Enter Pympler, a memory analyzer for Python. Pympler is an amazing library for introspecting your program's memory. Among its many features, it can list the biggest objects in your running program:

from pympler import muppy, summary
summary.print_(summary.summarize(muppy.get_objects()))

                                      types |   # objects |   total size
=========================================== | =========== | ============
                        <class 'array.array |        1076 |      2.77 GB
                                <class 'str |       42839 |      7.65 MB
                               <class 'dict |        8604 |      5.43 MB
                      <class 'numpy.ndarray |          48 |      3.16 MB
                               <class 'code |       14113 |      1.94 MB
                               <class 'type |        1557 |      1.62 MB
                               <class 'list |        3158 |      1.38 MB
                                <class 'set |        1265 |    529.72 KB
                              <class 'tuple |        5129 |    336.98 KB
                              <class 'bytes |        2413 |    219.48 KB
                            <class 'weakref |        2654 |    207.34 KB
            <class 'collections.OrderedDict |          65 |    149.85 KB
                 <class 'wrapper_descriptor |        1676 |    130.94 KB
  <class 'traitlets.traitlets.MetaHasTraits |         107 |    123.55 KB
                  <class 'getset_descriptor |        1738 |    122.20 KB

Now that is interesting.
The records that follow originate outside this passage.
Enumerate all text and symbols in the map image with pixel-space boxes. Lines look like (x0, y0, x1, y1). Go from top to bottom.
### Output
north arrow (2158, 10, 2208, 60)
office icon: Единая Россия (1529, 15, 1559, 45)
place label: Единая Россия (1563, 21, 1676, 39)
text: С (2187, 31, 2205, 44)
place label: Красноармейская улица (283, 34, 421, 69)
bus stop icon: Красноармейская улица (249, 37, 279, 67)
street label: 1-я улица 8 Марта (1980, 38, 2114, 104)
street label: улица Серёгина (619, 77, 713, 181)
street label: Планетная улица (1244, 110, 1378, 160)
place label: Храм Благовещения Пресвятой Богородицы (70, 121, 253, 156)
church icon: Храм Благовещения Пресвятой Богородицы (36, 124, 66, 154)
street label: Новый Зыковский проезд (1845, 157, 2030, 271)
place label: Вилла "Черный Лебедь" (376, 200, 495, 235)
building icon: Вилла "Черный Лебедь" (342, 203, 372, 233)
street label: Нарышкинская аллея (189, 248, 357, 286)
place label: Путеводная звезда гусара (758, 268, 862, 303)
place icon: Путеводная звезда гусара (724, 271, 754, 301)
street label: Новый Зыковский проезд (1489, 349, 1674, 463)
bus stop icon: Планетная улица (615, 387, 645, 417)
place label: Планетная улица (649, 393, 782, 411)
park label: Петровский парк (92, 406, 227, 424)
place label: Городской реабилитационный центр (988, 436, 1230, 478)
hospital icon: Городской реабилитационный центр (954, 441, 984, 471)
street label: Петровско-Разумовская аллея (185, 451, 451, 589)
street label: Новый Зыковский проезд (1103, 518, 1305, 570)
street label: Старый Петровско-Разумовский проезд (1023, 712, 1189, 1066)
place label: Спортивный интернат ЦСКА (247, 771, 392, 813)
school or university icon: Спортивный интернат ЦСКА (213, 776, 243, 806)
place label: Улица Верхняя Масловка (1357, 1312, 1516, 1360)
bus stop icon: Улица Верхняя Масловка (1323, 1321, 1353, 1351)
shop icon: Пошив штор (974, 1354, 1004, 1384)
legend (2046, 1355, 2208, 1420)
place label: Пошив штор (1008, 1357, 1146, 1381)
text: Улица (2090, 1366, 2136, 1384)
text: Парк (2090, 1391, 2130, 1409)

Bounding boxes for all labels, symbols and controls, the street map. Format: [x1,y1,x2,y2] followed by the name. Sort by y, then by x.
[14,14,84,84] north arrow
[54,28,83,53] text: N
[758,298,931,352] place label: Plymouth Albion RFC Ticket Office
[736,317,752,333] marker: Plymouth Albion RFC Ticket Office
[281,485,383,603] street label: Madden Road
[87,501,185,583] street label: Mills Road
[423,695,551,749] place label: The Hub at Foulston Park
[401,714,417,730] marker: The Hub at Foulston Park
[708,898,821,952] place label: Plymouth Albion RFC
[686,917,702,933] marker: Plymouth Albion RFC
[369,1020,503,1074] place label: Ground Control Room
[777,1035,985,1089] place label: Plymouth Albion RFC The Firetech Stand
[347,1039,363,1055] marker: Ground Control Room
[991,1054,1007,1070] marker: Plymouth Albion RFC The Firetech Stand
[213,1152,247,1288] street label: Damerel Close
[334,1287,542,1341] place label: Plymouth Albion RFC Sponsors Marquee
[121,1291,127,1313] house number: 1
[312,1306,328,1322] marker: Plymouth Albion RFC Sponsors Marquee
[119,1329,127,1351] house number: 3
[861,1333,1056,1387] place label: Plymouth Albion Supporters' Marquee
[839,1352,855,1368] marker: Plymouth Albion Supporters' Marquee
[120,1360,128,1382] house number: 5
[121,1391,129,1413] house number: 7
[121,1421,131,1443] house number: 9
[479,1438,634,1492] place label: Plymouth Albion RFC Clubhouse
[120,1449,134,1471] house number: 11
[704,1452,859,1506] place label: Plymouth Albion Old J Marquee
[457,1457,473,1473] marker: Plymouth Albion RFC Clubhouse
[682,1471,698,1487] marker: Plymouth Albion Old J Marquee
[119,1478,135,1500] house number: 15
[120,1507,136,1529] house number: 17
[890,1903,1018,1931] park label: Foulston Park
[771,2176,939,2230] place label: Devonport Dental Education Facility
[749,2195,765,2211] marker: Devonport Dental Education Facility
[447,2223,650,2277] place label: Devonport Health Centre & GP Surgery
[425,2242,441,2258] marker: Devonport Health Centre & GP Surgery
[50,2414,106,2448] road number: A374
Apparently, I was lugging around close to three gigabytes worth of bare-Python array.array. And these are clearly not Numpy arrays, since those would show up as numpy.ndarray. But I couldn't find any of these objects in my workspace.

So let's get a reference to one of these objects, and see who they belong to. This can also be done with Pympler, but I prefer the way objgraph does it:

import array
# get a list of all objects known to Python:
all_objects = muppy.get_objects()
# sort out only `array.array` instances:
all_arrays = [obj for obj in all_objects if isinstance(obj, array.array)]

import objgraph
objgraph.show_backrefs(all_arrays[0], filename='array.png')

It seems that the array.array object is part of a matlab.double instance which is not referenced from anywhere but all_objects. A memory leak.

After a bit of experimentation, I found the culprit. To illustrate, here's an example: The function leak passes some data to Matlab, and calculates a float. Since the variables are not used outside of leak, and the function does not return anything, all variables within the function should get deallocated when leak returns.

def leak():
    test_data = numpy.zeros(1024*1024)
    matlab_data = matlab.double(test_data.tolist())
    eng.sum(matlab_data)

Pympler has another great feature that can track allocations. The SummaryTracker will track and display any allocations between calls to print_diff(). This is very useful to see how much memory was used during the call to leak:

from pympler import tracker
tr = tracker.SummaryTracker()
tr.print_diff()
leak()
tr.print_diff()

                     types |   # objects |   total size
========================== | =========== | ============
       <class 'array.array |           1 |      8.00 MB
...

And there you have it. Note that this leak is not the Numpy array test_data and it is not the matlab array matlab_data. Both of these are garbage collected correctly. But the Matlab Engine for Python will leak any data you pass to a Matlab function.

This data is not referenced from anywhere within Python, and is counted as leaked by objgraph. In other words, the C code inside the Matlab Engine for Python copies all passed data into it's internal memory, but never frees that memory. Not even if you quit the Matlab Engine, or del all Python references to it. Your only option is to restart Python.

Postscriptum

I since posted a bug report on Mathworks, and received a patch that fixes the problem. Additionally, Mathworks said that the problem only occurs on Linux.